If a line in the records below holds the string "places", count it; give only the total.

• _INFORMATION PROVIDED_
▽
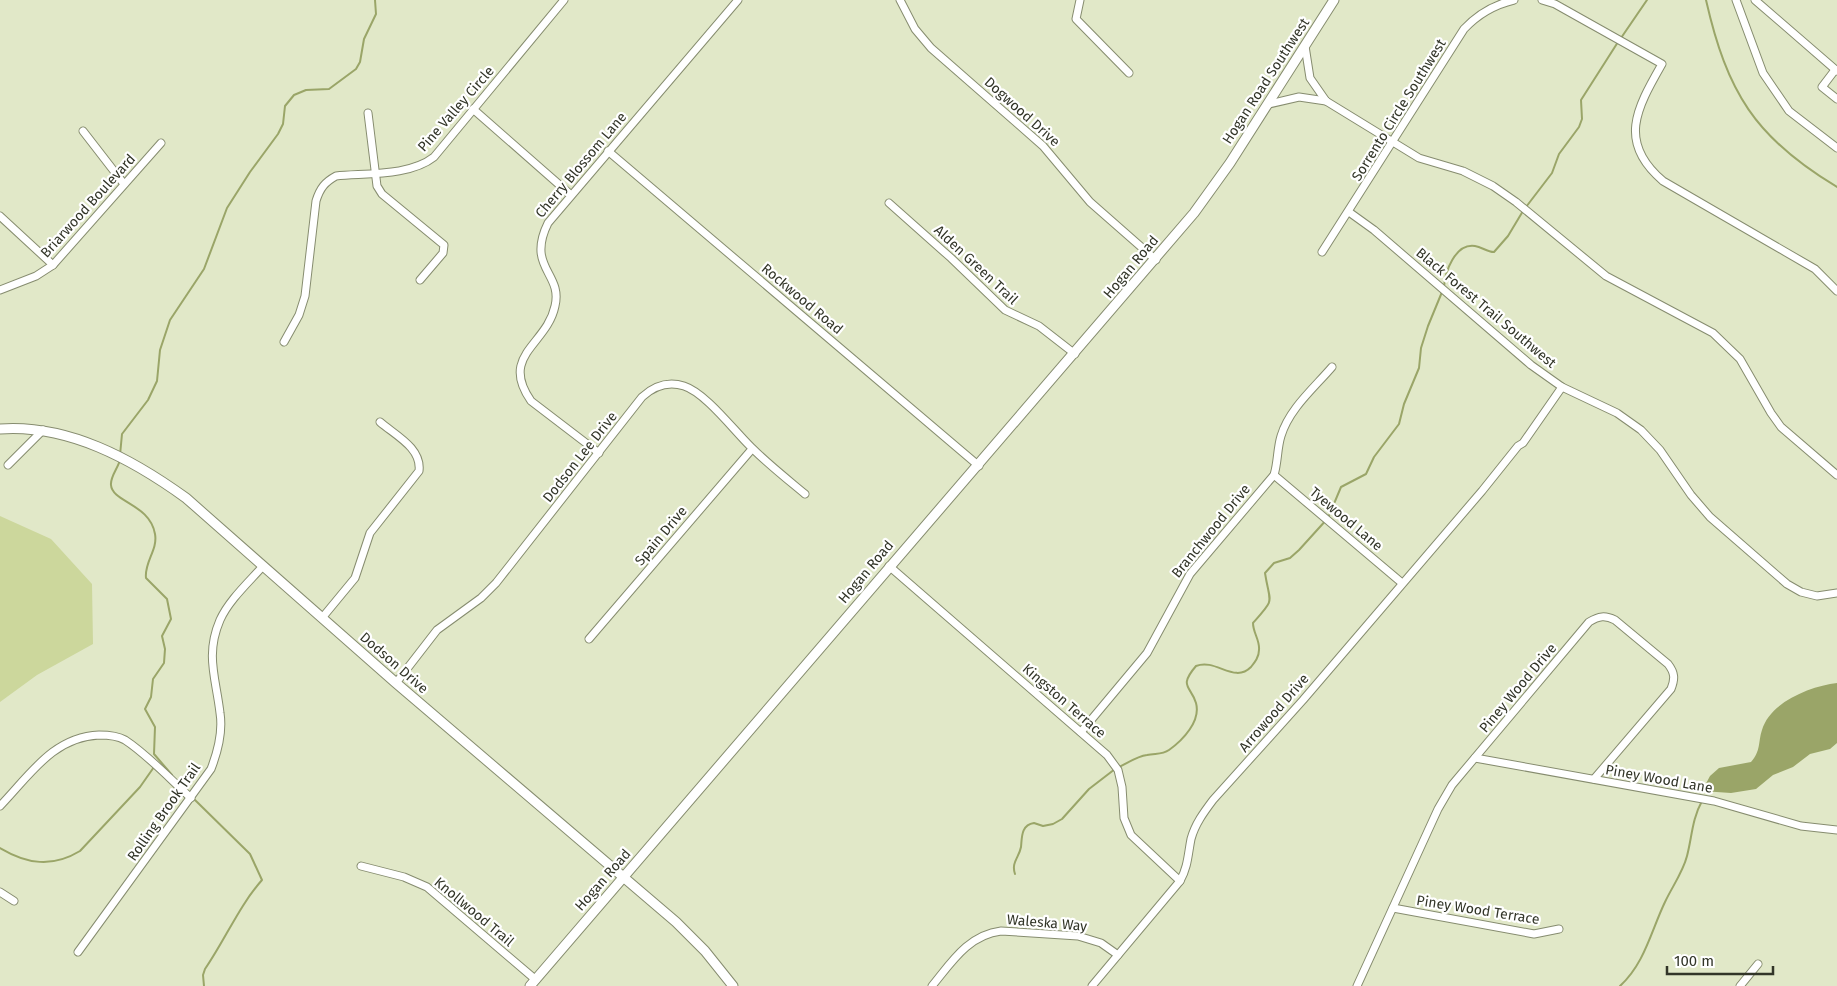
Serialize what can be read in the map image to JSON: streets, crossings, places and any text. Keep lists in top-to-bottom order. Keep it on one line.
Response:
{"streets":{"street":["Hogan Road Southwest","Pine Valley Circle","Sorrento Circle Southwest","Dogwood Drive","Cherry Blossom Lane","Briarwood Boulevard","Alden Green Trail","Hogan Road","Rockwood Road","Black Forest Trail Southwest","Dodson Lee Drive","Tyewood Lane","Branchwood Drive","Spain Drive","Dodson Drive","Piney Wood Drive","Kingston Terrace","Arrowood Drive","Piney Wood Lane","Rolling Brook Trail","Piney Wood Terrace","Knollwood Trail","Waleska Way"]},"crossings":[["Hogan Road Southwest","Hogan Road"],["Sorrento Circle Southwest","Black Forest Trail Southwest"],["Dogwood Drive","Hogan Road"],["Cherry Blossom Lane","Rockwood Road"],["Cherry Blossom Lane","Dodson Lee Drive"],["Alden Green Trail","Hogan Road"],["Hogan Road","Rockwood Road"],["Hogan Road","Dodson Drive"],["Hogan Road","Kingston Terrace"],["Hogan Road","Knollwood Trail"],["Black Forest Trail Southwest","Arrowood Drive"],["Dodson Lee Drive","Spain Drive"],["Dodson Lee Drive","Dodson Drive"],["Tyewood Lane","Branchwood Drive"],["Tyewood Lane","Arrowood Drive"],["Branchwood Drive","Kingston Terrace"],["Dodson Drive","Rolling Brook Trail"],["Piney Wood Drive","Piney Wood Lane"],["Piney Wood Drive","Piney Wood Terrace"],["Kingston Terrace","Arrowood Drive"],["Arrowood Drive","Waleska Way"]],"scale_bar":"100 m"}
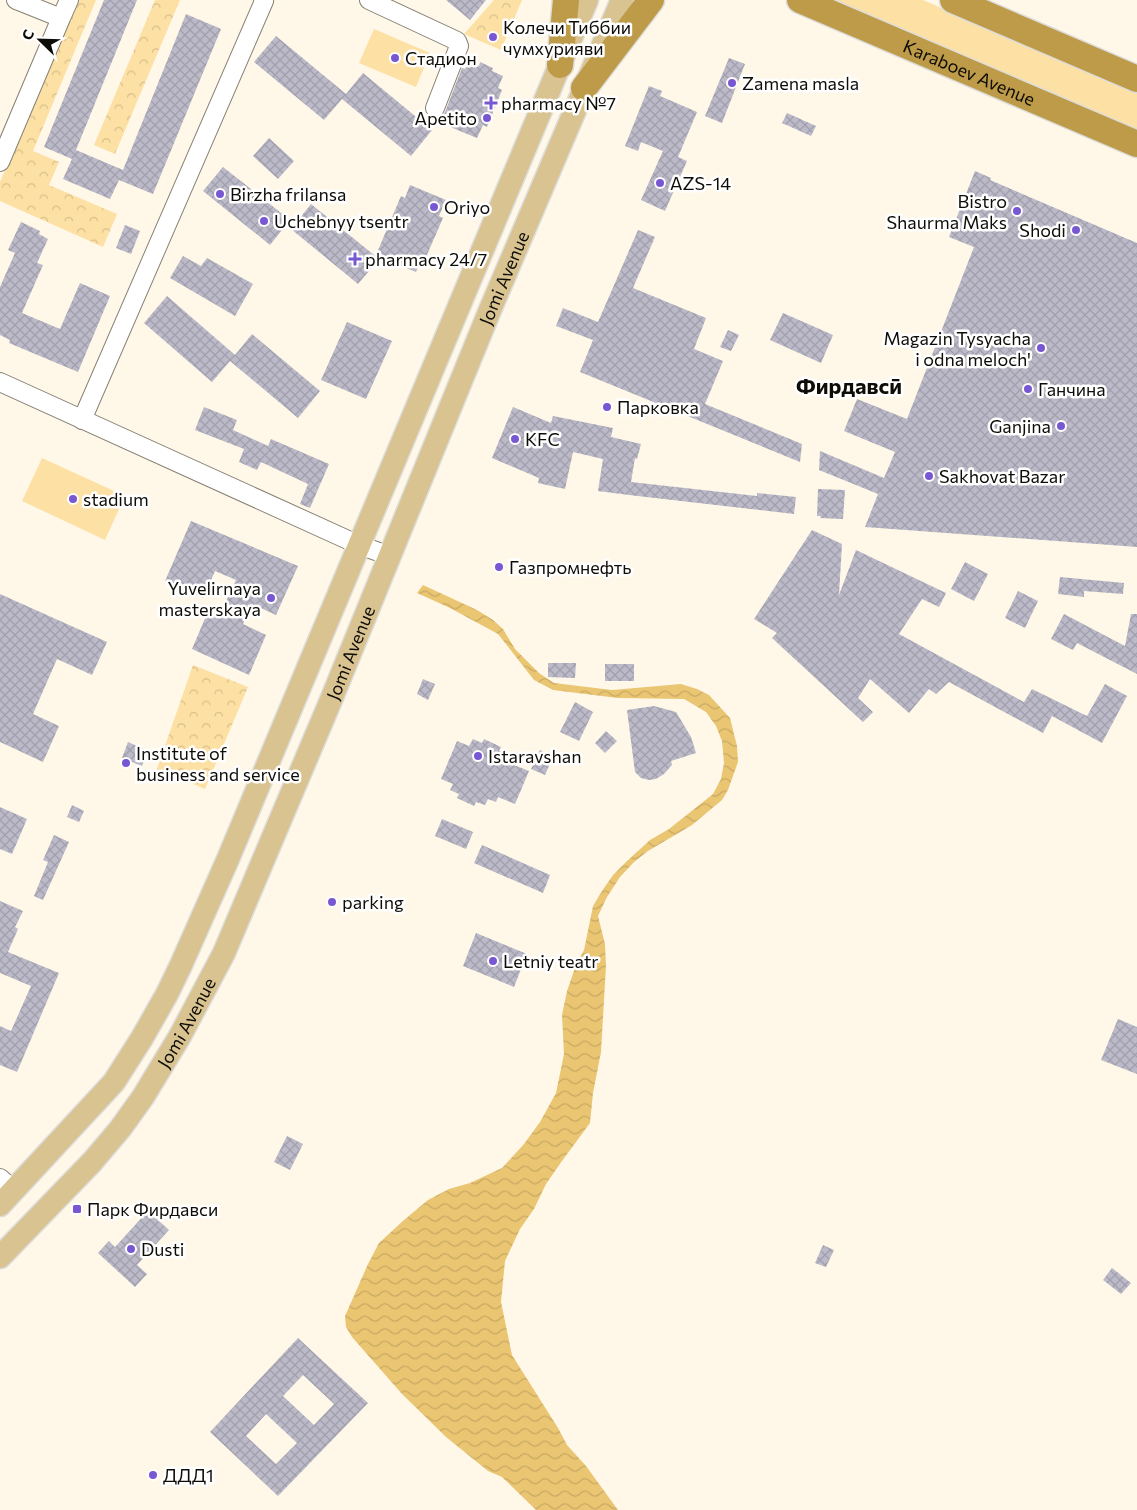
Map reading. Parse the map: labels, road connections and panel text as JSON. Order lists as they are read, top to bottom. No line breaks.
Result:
△
▽
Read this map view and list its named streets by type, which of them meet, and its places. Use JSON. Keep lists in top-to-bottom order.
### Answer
△
• _ANSWER SECTION_
2